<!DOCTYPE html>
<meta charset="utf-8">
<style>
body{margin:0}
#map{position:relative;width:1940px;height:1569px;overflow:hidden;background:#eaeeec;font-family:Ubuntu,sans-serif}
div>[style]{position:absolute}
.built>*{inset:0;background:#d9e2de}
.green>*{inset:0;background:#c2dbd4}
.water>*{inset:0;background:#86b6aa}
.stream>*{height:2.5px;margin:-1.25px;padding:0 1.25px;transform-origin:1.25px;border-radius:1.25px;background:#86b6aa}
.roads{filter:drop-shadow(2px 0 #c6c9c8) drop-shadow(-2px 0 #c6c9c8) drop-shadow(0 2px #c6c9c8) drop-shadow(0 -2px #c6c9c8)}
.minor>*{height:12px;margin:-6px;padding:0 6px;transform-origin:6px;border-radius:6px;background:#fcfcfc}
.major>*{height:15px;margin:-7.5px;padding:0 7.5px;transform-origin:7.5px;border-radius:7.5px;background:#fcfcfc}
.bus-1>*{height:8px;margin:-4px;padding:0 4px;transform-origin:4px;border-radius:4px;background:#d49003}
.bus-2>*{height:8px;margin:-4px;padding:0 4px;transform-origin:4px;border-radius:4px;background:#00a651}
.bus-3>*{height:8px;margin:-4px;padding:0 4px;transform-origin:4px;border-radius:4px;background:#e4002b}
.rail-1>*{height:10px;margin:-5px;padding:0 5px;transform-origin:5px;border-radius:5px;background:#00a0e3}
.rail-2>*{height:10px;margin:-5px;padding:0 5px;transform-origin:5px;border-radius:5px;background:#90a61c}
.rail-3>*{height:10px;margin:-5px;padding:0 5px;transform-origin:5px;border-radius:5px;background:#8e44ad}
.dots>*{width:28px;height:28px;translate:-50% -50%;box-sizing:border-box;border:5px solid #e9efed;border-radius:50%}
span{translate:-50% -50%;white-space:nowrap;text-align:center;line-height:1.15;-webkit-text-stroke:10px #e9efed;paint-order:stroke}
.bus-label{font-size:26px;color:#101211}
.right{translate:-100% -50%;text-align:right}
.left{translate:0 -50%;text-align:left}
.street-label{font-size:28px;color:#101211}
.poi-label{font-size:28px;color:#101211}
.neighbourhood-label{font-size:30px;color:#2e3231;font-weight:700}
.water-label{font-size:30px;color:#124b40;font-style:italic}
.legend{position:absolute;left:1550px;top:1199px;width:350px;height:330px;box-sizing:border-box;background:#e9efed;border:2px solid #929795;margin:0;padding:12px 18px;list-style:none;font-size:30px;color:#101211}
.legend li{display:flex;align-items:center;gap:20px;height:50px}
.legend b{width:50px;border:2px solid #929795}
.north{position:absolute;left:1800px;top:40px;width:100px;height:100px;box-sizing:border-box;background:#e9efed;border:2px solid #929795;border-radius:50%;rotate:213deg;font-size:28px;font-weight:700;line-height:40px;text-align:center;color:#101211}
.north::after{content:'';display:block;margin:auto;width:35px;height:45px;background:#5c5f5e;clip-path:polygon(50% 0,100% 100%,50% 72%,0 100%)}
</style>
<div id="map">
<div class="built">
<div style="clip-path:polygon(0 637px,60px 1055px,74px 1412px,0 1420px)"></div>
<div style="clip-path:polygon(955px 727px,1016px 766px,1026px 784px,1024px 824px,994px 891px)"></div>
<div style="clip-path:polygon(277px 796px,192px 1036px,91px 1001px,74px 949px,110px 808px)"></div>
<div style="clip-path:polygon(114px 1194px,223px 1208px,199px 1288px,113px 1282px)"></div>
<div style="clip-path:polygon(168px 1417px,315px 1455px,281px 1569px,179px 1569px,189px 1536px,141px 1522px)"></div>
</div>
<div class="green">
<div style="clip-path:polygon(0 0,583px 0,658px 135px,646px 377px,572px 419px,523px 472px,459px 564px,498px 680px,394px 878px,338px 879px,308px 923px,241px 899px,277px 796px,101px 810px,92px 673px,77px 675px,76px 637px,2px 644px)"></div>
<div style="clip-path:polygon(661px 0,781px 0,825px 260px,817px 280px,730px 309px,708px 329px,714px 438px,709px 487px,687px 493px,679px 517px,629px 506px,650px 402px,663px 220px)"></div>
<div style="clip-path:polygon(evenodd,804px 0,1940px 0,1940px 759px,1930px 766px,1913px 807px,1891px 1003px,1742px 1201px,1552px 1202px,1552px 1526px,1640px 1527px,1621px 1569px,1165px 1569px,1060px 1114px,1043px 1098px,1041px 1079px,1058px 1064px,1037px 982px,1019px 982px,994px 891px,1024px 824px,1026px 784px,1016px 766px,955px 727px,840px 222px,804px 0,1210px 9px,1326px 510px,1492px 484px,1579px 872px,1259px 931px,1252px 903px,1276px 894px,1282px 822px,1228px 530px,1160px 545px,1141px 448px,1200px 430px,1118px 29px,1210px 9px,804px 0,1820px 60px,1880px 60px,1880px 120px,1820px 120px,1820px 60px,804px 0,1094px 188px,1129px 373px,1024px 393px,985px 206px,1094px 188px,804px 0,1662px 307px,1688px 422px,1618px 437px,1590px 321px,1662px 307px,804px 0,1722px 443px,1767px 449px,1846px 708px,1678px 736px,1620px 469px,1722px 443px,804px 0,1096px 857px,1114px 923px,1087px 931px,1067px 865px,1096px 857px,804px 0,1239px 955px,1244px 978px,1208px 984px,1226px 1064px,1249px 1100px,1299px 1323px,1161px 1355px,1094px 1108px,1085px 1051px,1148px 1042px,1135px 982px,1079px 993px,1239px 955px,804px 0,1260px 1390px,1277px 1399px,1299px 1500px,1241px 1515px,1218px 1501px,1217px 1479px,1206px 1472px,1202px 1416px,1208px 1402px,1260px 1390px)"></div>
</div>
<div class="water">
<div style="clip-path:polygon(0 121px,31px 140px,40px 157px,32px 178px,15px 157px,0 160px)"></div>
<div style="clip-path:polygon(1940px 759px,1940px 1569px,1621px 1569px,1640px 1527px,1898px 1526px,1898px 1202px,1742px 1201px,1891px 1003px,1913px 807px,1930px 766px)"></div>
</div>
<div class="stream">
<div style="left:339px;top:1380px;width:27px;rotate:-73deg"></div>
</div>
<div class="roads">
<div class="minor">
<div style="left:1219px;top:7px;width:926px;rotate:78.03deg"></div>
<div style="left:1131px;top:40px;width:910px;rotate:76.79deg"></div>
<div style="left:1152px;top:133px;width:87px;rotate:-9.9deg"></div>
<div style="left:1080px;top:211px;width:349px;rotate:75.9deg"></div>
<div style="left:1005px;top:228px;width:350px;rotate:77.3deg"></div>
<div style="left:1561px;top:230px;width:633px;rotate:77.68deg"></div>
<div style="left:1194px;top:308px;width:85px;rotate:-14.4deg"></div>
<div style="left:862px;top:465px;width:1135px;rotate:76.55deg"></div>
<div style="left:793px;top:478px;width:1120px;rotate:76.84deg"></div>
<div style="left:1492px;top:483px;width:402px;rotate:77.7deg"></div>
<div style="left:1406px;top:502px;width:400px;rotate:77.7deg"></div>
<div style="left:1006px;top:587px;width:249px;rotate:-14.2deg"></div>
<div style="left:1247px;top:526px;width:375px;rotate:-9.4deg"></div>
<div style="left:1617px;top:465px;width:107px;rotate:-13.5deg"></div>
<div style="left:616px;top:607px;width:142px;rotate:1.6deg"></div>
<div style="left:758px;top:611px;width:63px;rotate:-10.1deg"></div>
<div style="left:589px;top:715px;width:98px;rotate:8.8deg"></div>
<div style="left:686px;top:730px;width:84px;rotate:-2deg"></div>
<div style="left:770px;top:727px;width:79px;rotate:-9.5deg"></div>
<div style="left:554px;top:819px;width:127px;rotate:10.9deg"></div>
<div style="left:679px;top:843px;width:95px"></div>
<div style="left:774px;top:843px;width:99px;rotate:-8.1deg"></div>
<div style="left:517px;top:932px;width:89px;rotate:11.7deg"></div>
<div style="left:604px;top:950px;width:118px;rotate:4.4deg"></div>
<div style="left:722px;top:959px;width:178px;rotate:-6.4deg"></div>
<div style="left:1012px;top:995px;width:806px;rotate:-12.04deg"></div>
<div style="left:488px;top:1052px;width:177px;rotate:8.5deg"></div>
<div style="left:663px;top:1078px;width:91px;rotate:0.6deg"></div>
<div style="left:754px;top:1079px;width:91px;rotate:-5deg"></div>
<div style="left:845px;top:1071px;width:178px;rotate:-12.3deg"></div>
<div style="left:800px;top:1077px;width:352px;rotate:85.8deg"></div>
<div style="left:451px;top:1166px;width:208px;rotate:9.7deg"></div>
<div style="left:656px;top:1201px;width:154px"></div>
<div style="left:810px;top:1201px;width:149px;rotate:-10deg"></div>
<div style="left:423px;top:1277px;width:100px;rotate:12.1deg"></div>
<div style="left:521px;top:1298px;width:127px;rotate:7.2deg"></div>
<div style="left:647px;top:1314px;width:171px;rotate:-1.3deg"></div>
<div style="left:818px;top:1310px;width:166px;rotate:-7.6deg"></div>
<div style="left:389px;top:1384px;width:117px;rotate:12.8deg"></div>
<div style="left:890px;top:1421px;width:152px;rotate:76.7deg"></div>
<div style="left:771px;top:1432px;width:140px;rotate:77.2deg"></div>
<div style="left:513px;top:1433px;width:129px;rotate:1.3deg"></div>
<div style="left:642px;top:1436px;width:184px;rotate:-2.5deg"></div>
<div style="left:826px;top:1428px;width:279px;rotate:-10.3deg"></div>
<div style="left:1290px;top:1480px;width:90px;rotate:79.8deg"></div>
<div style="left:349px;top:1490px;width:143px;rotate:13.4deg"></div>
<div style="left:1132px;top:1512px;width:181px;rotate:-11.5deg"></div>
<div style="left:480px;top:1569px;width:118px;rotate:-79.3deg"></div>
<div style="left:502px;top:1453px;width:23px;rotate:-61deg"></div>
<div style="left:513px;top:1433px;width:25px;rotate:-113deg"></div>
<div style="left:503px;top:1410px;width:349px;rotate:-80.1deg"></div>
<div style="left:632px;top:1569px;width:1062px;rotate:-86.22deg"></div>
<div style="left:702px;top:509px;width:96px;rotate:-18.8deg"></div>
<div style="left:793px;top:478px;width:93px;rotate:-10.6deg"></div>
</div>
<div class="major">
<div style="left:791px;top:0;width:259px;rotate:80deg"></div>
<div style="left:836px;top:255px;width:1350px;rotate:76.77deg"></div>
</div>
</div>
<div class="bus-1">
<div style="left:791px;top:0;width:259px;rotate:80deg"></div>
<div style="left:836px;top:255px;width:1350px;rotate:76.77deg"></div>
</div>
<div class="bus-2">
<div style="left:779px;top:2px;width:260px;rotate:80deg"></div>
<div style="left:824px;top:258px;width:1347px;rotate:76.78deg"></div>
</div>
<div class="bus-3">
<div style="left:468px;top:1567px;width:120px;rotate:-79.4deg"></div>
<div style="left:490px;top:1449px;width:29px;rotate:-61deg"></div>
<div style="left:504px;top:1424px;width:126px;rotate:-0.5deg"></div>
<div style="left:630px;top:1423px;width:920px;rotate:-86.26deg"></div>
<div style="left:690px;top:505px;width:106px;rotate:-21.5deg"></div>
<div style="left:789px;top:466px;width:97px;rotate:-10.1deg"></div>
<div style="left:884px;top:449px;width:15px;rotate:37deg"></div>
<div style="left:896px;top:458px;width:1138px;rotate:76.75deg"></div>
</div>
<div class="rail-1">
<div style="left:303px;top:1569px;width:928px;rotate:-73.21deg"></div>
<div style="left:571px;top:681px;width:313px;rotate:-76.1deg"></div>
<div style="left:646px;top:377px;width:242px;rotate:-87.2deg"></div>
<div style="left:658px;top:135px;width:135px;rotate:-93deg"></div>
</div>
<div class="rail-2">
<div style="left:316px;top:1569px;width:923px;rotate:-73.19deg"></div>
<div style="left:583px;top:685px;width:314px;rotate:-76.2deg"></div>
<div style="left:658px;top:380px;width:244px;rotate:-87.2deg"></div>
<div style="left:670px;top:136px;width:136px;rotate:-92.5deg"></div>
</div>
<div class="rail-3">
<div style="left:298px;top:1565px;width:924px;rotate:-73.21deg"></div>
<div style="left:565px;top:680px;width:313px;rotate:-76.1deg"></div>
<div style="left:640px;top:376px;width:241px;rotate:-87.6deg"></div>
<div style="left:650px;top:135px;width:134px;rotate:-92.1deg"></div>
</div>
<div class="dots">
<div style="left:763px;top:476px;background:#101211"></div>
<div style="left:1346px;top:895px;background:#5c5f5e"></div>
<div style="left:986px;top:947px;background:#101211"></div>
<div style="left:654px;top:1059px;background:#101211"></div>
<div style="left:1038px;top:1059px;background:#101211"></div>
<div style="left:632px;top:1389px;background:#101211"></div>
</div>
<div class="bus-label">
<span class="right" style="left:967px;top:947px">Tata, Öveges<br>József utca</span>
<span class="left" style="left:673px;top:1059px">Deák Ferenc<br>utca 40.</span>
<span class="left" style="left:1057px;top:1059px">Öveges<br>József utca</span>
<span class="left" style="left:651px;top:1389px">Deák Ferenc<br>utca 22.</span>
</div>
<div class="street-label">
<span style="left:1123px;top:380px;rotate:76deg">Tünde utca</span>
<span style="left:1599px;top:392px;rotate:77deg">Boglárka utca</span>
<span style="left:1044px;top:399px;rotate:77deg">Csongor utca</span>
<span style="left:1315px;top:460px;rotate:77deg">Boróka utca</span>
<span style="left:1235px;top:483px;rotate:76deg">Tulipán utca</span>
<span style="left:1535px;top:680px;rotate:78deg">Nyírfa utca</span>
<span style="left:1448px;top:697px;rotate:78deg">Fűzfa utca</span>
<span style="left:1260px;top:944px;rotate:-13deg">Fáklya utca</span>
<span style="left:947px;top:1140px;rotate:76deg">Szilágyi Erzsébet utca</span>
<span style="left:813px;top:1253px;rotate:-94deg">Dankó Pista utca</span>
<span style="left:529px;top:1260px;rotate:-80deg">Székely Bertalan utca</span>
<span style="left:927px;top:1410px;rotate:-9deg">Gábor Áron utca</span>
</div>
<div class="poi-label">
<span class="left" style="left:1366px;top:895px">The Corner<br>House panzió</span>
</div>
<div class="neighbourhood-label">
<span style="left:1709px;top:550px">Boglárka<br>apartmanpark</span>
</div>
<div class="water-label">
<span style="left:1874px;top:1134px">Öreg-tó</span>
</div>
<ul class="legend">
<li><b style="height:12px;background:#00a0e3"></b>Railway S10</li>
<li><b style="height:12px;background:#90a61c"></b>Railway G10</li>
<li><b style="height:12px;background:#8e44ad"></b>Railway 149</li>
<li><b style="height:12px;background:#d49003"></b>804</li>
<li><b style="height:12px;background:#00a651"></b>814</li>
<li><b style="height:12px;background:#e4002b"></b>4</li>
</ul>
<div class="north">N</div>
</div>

- - - - -

Give only the count of lines in the data that include the string "stream".

• EXERCISE ANSWER: 2